# Analysis Overview

This notebook includes a general overview of the dataset by (1) preparing your workspace to use the dataset in the COCO format and (2) visualize a few images from one of the datasets for information purposes.  The dataset used is the SARscope dataset found at the below link.  The objective of this project is to determine whether proposed image processing methods would increase the performance of different models on Synthetic Aperture Radar data of maritime vessels.

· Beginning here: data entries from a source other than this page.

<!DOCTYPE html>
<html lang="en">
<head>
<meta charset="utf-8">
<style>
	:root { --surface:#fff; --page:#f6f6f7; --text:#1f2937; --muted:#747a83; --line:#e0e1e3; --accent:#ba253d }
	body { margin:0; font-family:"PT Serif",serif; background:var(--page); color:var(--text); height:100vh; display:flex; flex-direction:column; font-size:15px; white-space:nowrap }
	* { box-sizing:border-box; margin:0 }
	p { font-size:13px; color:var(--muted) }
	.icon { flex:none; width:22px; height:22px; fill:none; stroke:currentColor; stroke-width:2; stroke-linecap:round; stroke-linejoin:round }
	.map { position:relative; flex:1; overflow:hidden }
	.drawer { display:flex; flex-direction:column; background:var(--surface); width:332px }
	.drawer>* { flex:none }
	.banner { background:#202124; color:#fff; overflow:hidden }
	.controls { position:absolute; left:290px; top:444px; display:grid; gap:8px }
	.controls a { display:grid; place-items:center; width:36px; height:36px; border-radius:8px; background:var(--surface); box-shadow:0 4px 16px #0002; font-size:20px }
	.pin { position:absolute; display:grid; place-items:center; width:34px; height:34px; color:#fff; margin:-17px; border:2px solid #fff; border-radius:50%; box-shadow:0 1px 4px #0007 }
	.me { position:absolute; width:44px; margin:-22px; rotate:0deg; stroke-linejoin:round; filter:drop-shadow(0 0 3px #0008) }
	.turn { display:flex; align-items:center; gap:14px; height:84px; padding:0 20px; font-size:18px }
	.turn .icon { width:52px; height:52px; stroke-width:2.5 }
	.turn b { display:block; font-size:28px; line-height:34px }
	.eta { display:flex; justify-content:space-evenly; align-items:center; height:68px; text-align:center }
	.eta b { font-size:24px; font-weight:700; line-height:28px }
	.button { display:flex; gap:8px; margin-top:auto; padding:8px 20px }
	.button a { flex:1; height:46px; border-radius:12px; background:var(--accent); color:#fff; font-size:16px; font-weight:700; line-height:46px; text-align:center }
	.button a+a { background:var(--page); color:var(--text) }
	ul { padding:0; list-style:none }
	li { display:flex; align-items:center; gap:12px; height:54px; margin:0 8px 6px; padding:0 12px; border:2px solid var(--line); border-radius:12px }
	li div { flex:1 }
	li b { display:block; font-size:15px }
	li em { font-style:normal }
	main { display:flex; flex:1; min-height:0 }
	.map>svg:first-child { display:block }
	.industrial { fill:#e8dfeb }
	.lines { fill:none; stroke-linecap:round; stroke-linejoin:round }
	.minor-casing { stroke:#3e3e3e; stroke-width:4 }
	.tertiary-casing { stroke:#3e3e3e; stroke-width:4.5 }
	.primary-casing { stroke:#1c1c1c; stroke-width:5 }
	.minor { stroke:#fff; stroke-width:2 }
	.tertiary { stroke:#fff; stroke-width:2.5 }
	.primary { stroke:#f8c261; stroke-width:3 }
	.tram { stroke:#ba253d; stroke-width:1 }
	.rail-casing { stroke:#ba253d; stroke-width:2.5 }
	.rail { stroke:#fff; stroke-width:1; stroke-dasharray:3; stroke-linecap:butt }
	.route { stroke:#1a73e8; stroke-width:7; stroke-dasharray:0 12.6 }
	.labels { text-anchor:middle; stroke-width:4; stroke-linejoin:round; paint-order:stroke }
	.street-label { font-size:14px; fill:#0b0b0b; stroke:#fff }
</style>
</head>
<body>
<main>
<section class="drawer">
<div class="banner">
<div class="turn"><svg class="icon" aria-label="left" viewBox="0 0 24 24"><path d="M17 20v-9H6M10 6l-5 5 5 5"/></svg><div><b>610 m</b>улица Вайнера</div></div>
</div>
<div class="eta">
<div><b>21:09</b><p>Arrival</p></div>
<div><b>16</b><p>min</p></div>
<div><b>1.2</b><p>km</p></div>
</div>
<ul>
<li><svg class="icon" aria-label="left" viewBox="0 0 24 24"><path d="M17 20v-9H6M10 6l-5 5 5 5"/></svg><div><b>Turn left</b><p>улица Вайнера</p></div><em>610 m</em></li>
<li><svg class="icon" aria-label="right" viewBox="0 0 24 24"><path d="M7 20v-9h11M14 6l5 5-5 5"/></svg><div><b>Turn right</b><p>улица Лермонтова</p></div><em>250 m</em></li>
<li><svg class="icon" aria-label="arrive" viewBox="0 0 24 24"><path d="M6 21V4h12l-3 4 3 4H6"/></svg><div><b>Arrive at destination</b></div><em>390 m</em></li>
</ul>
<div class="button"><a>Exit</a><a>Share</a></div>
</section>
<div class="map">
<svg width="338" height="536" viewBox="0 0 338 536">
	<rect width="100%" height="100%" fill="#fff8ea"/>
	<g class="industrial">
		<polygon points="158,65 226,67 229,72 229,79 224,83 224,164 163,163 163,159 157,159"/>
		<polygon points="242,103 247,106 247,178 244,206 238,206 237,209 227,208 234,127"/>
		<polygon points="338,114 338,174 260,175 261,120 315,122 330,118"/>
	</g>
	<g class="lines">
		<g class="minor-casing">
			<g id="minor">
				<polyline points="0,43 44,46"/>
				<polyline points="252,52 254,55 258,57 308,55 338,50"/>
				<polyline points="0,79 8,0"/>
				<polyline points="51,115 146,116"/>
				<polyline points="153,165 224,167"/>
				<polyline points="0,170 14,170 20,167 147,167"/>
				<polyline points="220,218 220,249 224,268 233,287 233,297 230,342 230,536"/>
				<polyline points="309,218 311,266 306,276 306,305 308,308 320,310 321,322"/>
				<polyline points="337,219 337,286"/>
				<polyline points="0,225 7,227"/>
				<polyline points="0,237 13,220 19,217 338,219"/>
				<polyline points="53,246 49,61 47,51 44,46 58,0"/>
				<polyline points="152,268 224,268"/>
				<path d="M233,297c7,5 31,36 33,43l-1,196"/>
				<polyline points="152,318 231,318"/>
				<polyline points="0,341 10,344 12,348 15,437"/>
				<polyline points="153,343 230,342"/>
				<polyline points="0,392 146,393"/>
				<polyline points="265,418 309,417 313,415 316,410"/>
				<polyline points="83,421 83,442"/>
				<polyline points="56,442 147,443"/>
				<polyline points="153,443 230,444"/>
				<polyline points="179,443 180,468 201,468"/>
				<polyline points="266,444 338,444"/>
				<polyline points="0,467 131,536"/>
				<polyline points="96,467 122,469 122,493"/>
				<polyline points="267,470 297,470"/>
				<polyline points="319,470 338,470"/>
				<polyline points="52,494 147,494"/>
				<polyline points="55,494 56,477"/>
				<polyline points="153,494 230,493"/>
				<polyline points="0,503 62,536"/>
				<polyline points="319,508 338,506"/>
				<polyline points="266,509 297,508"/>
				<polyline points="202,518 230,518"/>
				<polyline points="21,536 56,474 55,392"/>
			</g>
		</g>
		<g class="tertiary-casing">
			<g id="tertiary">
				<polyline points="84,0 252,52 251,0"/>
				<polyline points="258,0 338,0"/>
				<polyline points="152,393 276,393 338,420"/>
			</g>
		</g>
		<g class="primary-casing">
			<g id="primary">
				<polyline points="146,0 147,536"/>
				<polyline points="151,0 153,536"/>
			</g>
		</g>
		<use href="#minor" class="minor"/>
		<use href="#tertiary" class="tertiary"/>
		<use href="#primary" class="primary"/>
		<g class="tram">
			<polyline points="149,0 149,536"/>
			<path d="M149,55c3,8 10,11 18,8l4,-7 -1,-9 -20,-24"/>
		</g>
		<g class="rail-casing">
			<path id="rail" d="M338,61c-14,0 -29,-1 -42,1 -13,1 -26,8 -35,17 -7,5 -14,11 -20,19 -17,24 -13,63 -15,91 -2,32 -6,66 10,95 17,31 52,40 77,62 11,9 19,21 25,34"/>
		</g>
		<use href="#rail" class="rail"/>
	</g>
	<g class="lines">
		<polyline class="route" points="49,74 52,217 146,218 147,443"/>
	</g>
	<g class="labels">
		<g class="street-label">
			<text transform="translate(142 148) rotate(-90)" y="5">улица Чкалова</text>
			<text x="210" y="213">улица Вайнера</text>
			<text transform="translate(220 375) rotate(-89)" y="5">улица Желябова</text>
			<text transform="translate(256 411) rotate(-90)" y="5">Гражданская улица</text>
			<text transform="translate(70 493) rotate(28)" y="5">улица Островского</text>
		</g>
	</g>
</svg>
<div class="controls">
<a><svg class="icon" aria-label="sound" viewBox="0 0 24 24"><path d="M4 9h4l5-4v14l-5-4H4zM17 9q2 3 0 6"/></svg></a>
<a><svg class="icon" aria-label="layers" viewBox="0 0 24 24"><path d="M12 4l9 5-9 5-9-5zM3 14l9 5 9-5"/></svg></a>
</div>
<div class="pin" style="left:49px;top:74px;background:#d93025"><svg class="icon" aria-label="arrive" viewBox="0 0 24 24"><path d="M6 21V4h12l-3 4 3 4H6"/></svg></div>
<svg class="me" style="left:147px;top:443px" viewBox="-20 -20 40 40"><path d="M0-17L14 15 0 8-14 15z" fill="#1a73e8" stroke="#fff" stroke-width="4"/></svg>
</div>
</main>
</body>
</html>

Dataset: https://www.kaggle.com/datasets/kailaspsudheer/sarscope-unveiling-the-maritime-landscape

## Section 1 - Workspace Preparation

To ensure that the user can run this notebook without issue, please do the following:

1. Ensure your Python installtion is 3.8.10 or higher.
2. You are using the pip3 package manager.
3. Run the below installation steps. These are all the packages used in this notebook.

In [None]:
%pip3 install torch
%pip3 install torchvision
%pip3 install torchmetrics
%pip3 install kagglehub
%pip3 install json
%pip3 install matplotlib
%pip3 install cv2
%pip install pycocotools

In [None]:
# Utility Imports
import os
import pathlib
import shutil

# Data Handling Imports
import kagglehub
import matplotlib.pyplot as plt
import numpy as np
from PIL import Image
from pycocotools.coco import COCO


# Model & Metric Imports
import torch
import torchmetrics
import torchvision

project_path = pathlib.Path.cwd().parent.resolve()
print(f"Project path: {project_path}")

## Section 2 - Dataset Loading

### Section 2.1: Note on Kagglehub

Kagglehub does not natively support downloading to specific directories on the user's file system.  It instead downloads it to a cache folder, which may vary between users.  Thus, the below script moves all downloads will move the dataset folder to the included */data* folder in this repo.

If you have an error, this is likely due to the `shutil.move()` command failing because it sees the dataset still cached.  To counteract this, `cd` into the cache directory that is printed in the output and delete the entire data folder.  Then run this block again.  See Section 2.2 and the below code block comments for additional information.

### Section 2.2: Deleting the Cache

To re-download the dataset, you need to remove both the formatted folder in this repo's data directory (the *kaggle* folder) and the *kailaspsudheer* folder in the cache.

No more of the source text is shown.